> [DIRECTIONS]: Please repeat every record below exactly as written, but leave out the pictures.

> [RECORDS SUPPLIED]:
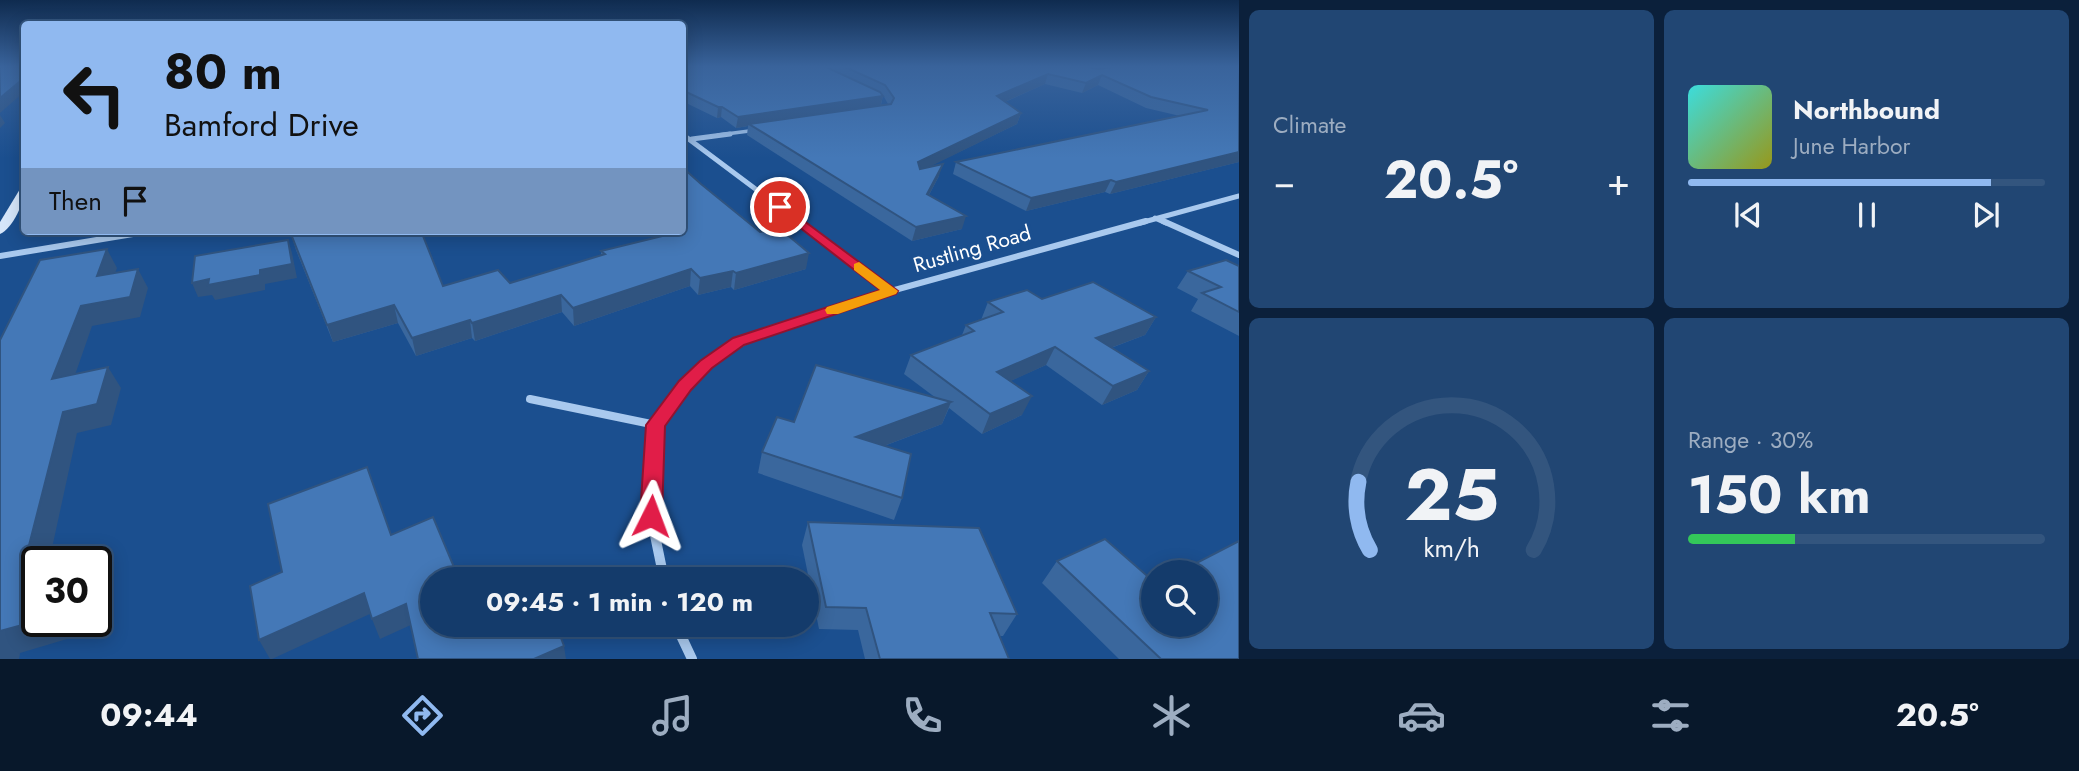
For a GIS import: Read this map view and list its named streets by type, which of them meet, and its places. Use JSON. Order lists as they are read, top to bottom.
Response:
{
  "streets": {
    "street": ["Rustling Road"]
  },
  "page": {
    "tile": [
      "Climate",
      ["Range · 30%", "150 km"]
    ],
    "turn": ["80 m", "Bamford Drive"],
    "song": ["Northbound", "June Harbor"],
    "heat": ["−", "20.5°", "+"],
    "then": "Then",
    "limit": "30",
    "trip": "09:45 · 1 min · 120 m",
    "tabs": ["09:44", "20.5°"],
    "gauge": ["25", "km/h"]
  }
}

> [RESULT FOR THIS TASK]:
For a GIS import: Read this map view and list its named streets by type, which of them meet, and its places. Use JSON. Order lists as they are read, top to bottom.
Response:
{
  "streets": {
    "street": ["Rustling Road"]
  },
  "page": {
    "tile": [
      "Climate",
      ["Range · 30%", "150 km"]
    ],
    "turn": ["80 m", "Bamford Drive"],
    "song": ["Northbound", "June Harbor"],
    "heat": ["−", "20.5°", "+"],
    "then": "Then",
    "limit": "30",
    "trip": "09:45 · 1 min · 120 m",
    "tabs": ["09:44", "20.5°"],
    "gauge": ["25", "km/h"]
  }
}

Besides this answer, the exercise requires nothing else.